Anthropogenic impacts have been documented across more than three-quarters of the Earth’s ice-free terrestrial surface [1,2], and the global intensification of land use threatens biodiversity in human-impacted areas [3,4]. Multifunctional landscapes comprised of natural and semi-natural ecosystems set in the context of intensive land use can address multiple goals of production and conservation [5,6,7], but severe degradation can overcome ecosystem resilience and reduce ecosystem stability and function through catastrophic state shifts .
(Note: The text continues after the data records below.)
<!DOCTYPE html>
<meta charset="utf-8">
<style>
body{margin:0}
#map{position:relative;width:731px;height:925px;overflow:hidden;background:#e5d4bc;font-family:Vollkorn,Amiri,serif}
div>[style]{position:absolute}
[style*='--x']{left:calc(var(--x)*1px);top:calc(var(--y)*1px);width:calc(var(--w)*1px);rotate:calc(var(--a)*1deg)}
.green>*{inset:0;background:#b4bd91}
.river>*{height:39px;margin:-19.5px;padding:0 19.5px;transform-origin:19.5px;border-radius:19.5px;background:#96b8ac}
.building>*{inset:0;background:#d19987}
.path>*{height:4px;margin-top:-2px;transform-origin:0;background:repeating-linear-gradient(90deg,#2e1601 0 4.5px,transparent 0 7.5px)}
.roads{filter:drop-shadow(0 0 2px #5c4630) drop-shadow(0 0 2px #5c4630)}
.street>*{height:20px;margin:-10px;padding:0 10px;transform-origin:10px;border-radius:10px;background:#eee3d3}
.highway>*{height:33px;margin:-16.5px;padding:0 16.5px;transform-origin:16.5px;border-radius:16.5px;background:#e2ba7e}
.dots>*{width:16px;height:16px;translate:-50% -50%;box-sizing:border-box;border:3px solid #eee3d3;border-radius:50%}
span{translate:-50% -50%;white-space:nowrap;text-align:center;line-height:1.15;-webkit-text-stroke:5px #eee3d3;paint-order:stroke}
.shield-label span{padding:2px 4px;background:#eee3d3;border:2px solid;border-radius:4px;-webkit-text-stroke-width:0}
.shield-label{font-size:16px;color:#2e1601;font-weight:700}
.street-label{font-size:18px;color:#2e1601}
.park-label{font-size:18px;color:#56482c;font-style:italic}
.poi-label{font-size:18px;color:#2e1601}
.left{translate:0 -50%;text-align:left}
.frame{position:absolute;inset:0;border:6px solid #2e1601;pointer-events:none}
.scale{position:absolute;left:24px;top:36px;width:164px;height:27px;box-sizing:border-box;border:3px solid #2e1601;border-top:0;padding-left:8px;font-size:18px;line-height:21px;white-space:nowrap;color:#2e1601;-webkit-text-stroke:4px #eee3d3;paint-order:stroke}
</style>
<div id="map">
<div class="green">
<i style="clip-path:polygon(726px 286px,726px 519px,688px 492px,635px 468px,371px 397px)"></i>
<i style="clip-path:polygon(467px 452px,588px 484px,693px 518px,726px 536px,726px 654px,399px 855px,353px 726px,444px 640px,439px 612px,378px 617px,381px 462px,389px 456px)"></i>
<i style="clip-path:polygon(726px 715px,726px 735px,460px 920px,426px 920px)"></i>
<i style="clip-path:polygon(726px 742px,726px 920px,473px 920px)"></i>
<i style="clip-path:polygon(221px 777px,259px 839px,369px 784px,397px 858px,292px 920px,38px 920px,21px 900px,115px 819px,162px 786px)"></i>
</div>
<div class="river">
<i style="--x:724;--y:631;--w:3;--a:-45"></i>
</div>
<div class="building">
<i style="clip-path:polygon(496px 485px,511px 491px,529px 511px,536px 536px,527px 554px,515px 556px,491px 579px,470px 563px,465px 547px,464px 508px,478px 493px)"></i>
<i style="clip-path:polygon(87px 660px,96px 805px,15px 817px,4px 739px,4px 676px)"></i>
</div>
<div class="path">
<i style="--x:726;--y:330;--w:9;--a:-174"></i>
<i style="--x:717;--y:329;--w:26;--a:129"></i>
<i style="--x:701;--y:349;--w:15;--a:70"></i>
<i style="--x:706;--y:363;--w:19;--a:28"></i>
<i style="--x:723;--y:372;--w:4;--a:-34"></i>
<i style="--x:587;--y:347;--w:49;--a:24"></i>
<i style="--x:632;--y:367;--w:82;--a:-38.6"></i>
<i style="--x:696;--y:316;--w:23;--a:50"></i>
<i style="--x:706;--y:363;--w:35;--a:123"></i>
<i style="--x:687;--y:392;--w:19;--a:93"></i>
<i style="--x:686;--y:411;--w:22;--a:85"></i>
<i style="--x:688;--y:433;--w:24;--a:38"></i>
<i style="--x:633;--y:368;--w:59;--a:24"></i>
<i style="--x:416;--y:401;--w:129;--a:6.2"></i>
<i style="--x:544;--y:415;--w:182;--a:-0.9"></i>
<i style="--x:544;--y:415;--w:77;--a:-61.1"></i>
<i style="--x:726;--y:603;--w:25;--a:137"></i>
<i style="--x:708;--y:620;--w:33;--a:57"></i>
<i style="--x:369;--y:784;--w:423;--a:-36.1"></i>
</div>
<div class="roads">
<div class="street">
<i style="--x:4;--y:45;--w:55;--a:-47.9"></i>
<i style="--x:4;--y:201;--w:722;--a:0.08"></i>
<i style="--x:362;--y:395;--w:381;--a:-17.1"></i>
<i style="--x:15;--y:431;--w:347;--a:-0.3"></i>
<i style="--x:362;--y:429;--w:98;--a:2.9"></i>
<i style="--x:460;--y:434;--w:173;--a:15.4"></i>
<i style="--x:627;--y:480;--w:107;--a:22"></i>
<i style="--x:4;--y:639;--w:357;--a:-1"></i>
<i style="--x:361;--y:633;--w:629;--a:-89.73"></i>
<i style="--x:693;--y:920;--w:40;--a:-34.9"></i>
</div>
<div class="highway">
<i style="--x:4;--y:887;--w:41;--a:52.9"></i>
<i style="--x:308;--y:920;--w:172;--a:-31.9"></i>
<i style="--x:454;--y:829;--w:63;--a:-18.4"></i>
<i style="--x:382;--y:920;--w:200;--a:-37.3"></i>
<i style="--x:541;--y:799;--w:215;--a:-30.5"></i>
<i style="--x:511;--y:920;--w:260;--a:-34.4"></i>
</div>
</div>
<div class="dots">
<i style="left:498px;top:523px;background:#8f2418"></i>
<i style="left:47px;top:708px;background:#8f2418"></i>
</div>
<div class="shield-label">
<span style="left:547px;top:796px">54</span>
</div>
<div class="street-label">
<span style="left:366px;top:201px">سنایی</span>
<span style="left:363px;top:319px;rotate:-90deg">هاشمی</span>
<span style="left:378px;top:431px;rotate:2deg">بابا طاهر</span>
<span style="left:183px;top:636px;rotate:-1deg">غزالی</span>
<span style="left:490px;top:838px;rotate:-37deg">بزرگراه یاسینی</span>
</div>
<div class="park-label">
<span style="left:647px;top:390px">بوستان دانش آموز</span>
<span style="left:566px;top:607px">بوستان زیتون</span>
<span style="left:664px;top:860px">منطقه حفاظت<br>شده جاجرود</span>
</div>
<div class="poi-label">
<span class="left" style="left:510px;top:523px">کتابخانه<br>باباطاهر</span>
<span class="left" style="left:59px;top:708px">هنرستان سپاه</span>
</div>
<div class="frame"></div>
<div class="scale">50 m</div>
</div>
In degraded environments, conservation of native biodiversity and restoration of ecosystem function often requires some degree of ecosystem restoration to a less-degraded state. As such, managers must often determine the causes of ecological degradation before proceeding with restoration. When degradation factors are clear and controllable, restoration can be managed agronomically and proceeds linearly towards a restoration objective, such as pre-settlement conditions . For example, restoring native grassland from cropland agriculture typically involves managing for maximal native species diversity and minimal non-native species by planting a diverse mix of native species and removing exotic species [10,11].
Restoration of intensively cultivated areas is fairly straightforward, but the best course of restoration action for sites degraded by multiple factors can be elusive. Specific sources of degradation might not be readily identifiable because they result from multiple causative factors that vary spatially and temporally, and the response to restoration might be non-linear and unpredictable [12,13,14]. Land-use history, recent disturbance, and invasive species create legacies with long-term impacts on plant community composition that strongly resist change toward the desired restoration outcome [12,15,16]. Restoration and conservation under such conditions require an ecological approach using the initial extent of floristic degradation to identify appropriate restoration action and outcomes [9,17].
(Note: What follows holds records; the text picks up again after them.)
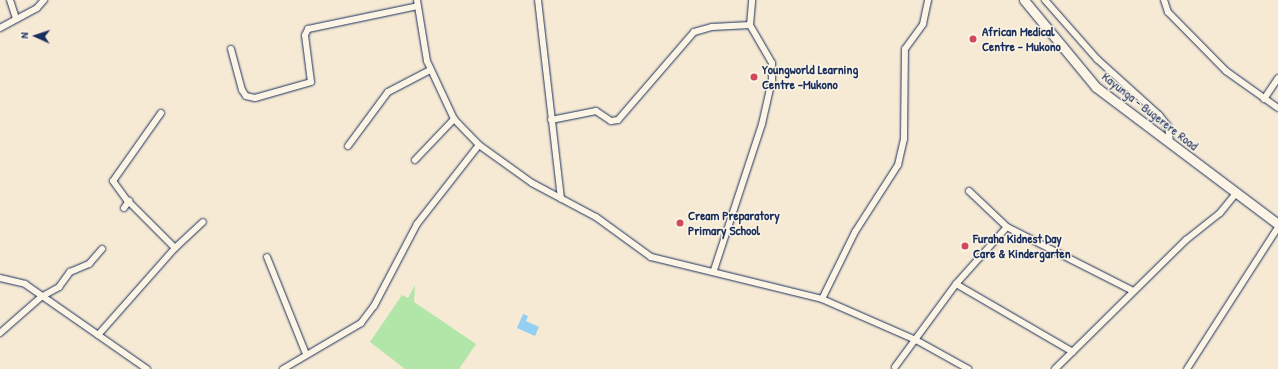 <!DOCTYPE html>
<style>
body{margin:0}
#map{position:relative;width:1278px;height:369px;overflow:hidden;background:#f6ead4;font-family:"Patrick Hand",sans-serif}
div>[style]{position:absolute}
.green>*{inset:0;background:#b2e6a8}
.water>*{inset:0;background:#93cef3}
.roads{filter:drop-shadow(0 0 1px #1b2f5e) drop-shadow(0 0 1px #1b2f5e)}
.street>*{height:6px;margin:-3px;padding:0 3px;transform-origin:3px;border-radius:3px;background:#fcf5e5}
.primary>*{height:9px;margin:-4.5px;padding:0 4.5px;transform-origin:4.5px;border-radius:4.5px;background:#fcf5e5}
.dots>*{width:11px;height:11px;translate:-50% -50%;box-sizing:border-box;border:2px solid #fcf5e5;border-radius:50%}
span{translate:-50% -50%;white-space:nowrap;text-align:center;line-height:1.15;-webkit-text-stroke:3px #fcf5e5;paint-order:stroke}
.poi-label{font-size:13px;color:#1b2f5e;font-weight:700}
.left{translate:0 -50%;text-align:left}
.street-label{font-size:13px;color:#1b2f5e}
.north{position:absolute;left:16px;top:16px;width:40px;height:40px;-webkit-text-stroke:3px #fcf5e5;paint-order:stroke;rotate:273deg;font-size:11px;font-weight:700;line-height:16px;text-align:center;color:#1b2f5e}
.north::after{content:'';display:block;margin:auto;width:14px;height:18px;background:#1b2f5e;clip-path:polygon(50% 0,100% 100%,50% 72%,0 100%)}
</style>
<div id="map">
<div class="green">
<i style="clip-path:polygon(415px 285px,414px 302px,476px 344px,459px 369px,405px 369px,370px 342px,402px 295px,408px 298px)"></i>
</div>
<div class="water">
<i style="clip-path:polygon(523px 314px,528px 316px,526px 321px,539px 327px,535px 336px,517px 328px)"></i>
</div>
<div class="roads">
<div class="street">
<i style="left:10px;top:0;width:20px;rotate:72deg"></i>
<i style="left:417px;top:0;width:62px;rotate:80.7deg"></i>
<i style="left:427px;top:61px;width:64px;rotate:65deg"></i>
<i style="left:454px;top:119px;width:36px;rotate:46deg"></i>
<i style="left:479px;top:145px;width:65px;rotate:35.6deg"></i>
<i style="left:532px;top:183px;width:72px;rotate:28deg"></i>
<i style="left:596px;top:217px;width:68px;rotate:36deg"></i>
<i style="left:651px;top:257px;width:176px;rotate:13.8deg"></i>
<i style="left:822px;top:299px;width:103px;rotate:23.6deg"></i>
<i style="left:916px;top:340px;width:60px;rotate:29.1deg"></i>
<i style="left:538px;top:0;width:200px;rotate:83.4deg"></i>
<i style="left:1045px;top:0;width:79px;rotate:48.6deg"></i>
<i style="left:1097px;top:59px;width:84px;rotate:42.1deg"></i>
<i style="left:1159px;top:115px;width:14px;rotate:51deg"></i>
<i style="left:1168px;top:126px;width:16px;rotate:83deg"></i>
<i style="left:1164px;top:0;width:13px;rotate:72deg"></i>
<i style="left:1168px;top:12px;width:83px;rotate:45.5deg"></i>
<i style="left:1226px;top:71px;width:64px;rotate:35.4deg"></i>
<i style="left:0;top:28px;width:42px;rotate:-28.4deg"></i>
<i style="left:37px;top:8px;width:11px;rotate:-49deg"></i>
<i style="left:231px;top:49px;width:42px;rotate:75deg"></i>
<i style="left:242px;top:90px;width:7px;rotate:56deg"></i>
<i style="left:246px;top:96px;width:9px;rotate:13deg"></i>
<i style="left:255px;top:98px;width:58px;rotate:-15.9deg"></i>
<i style="left:311px;top:82px;width:47px;rotate:-97.3deg"></i>
<i style="left:305px;top:35px;width:7px;rotate:-63deg"></i>
<i style="left:308px;top:29px;width:112px;rotate:-11.8deg"></i>
<i style="left:1264px;top:99px;width:25px;rotate:-56deg"></i>
<i style="left:161px;top:113px;width:83px;rotate:125.2deg"></i>
<i style="left:113px;top:181px;width:24px;rotate:54deg"></i>
<i style="left:127px;top:200px;width:68px;rotate:45deg"></i>
<i style="left:175px;top:248px;width:38px;rotate:-43deg"></i>
<i style="left:551px;top:120px;width:46px;rotate:-11.3deg"></i>
<i style="left:596px;top:111px;width:18px;rotate:34deg"></i>
<i style="left:611px;top:121px;width:7px;rotate:-8deg"></i>
<i style="left:618px;top:120px;width:116px;rotate:-49.2deg"></i>
<i style="left:694px;top:32px;width:19px;rotate:-16deg"></i>
<i style="left:712px;top:27px;width:38px;rotate:-3deg"></i>
<i style="left:348px;top:146px;width:67px;rotate:-53.5deg"></i>
<i style="left:388px;top:92px;width:47px;rotate:-27.6deg"></i>
<i style="left:415px;top:160px;width:57px;rotate:-46.4deg"></i>
<i style="left:969px;top:191px;width:52px;rotate:43.5deg"></i>
<i style="left:124px;top:208px;width:9px;rotate:-54deg"></i>
<i style="left:267px;top:257px;width:105px;rotate:68.1deg"></i>
<i style="left:714px;top:270px;width:154px;rotate:-71.8deg"></i>
<i style="left:762px;top:124px;width:45px;rotate:-77.2deg"></i>
<i style="left:772px;top:80px;width:17px;rotate:-90deg"></i>
<i style="left:772px;top:63px;width:44px;rotate:-120.1deg"></i>
<i style="left:750px;top:25px;width:25px;rotate:-85deg"></i>
<i style="left:0;top:278px;width:26px;rotate:13deg"></i>
<i style="left:25px;top:284px;width:149px;rotate:34.9deg"></i>
<i style="left:956px;top:284px;width:135px;rotate:30.2deg"></i>
<i style="left:822px;top:299px;width:75px;rotate:-63.8deg"></i>
<i style="left:855px;top:232px;width:80px;rotate:-57.3deg"></i>
<i style="left:898px;top:165px;width:27px;rotate:-77deg"></i>
<i style="left:904px;top:139px;width:90px;rotate:-89.4deg"></i>
<i style="left:905px;top:49px;width:31px;rotate:-54deg"></i>
<i style="left:923px;top:24px;width:25px;rotate:-78deg"></i>
<i style="left:0;top:333px;width:55px;rotate:-41.3deg"></i>
<i style="left:41px;top:297px;width:21px;rotate:-29deg"></i>
<i style="left:59px;top:287px;width:19px;rotate:-54deg"></i>
<i style="left:70px;top:272px;width:21px;rotate:-23deg"></i>
<i style="left:89px;top:264px;width:20px;rotate:-49deg"></i>
<i style="left:98px;top:335px;width:116px;rotate:-48.5deg"></i>
<i style="left:895px;top:367px;width:103px;rotate:-53.7deg"></i>
<i style="left:956px;top:284px;width:76px;rotate:-48.2deg"></i>
<i style="left:1007px;top:227px;width:141px;rotate:26.9deg"></i>
<i style="left:283px;top:369px;width:91px;rotate:-30.5deg"></i>
<i style="left:361px;top:323px;width:21px;rotate:-53deg"></i>
<i style="left:374px;top:306px;width:93px;rotate:-62.3deg"></i>
<i style="left:417px;top:224px;width:100px;rotate:-51.9deg"></i>
<i style="left:1055px;top:369px;width:184px;rotate:-44.6deg"></i>
<i style="left:1186px;top:240px;width:43px;rotate:-38.5deg"></i>
<i style="left:1220px;top:213px;width:26px;rotate:-51deg"></i>
<i style="left:1187px;top:369px;width:169px;rotate:-57.3deg"></i>
</div>
<div class="primary">
<i style="left:1024px;top:0;width:113px;rotate:50.4deg"></i>
<i style="left:1096px;top:87px;width:228px;rotate:37deg"></i>
</div>
</div>
<div class="dots">
<i style="left:973px;top:39px;background:#d1495b"></i>
<i style="left:754px;top:77px;background:#d1495b"></i>
<i style="left:680px;top:223px;background:#d1495b"></i>
<i style="left:965px;top:246px;background:#d1495b"></i>
</div>
<div class="poi-label">
<span class="left" style="left:982px;top:39px">African Medical<br>Centre - Mukono</span>
<span class="left" style="left:762px;top:77px">Youngworld Learning<br>Centre -Mukono</span>
<span class="left" style="left:688px;top:223px">Cream Preparatory<br>Primary School</span>
<span class="left" style="left:973px;top:246px">Furaha Kidnest Day<br>Care &amp; Kindergarten</span>
</div>
<div class="street-label">
<span style="left:1150px;top:111px;rotate:38deg">Kayunga - Bugerere Road</span>
</div>
<div class="north">N</div>
</div>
We construct vegetation states to describe floristic degradation in nine old-field grassland tracts in south-central Iowa and north-central Missouri, USA. This study was prompted by a clear need to identify patterns of floristic degradation that influence other taxa in these grasslands [18,19,20]. We use multivariate analyses to categorize floristic degradation into vegetation states with plant species data, a common approach in rangelands worldwide [21,22,23]. We also use soil organic carbon (SOC) as an indicator of biophysical degradation because both cultivation and severe grazing have been shown to reduce SOC content .
We report the relationship between native and exotic plant species abundance, grazing history, and a regionally-ubiquitous invasive plant species, the Eurasian, cool-season grass, tall fescue (Schedonorus phoenix (Scop.) Holub). Tall fescue is one of the most economically-important grasses in eastern North America since its introduction in the 1940’s , but tall fescue has since been shown to reduce native plant species richness, fire spread, and habitat quality in grassland [26,27,28,29,30].
We predicted that patterns of plant community composition (i.e., vegetation states) correspond to patterns in three factors of degradation: tall fescue abundance, grazing history and soil organic carbon. To inform restoration action, we use a state-and-transition framework [31,32] to discuss potential degradation and restoration pathways with respect to conservation in working grassland landscapes.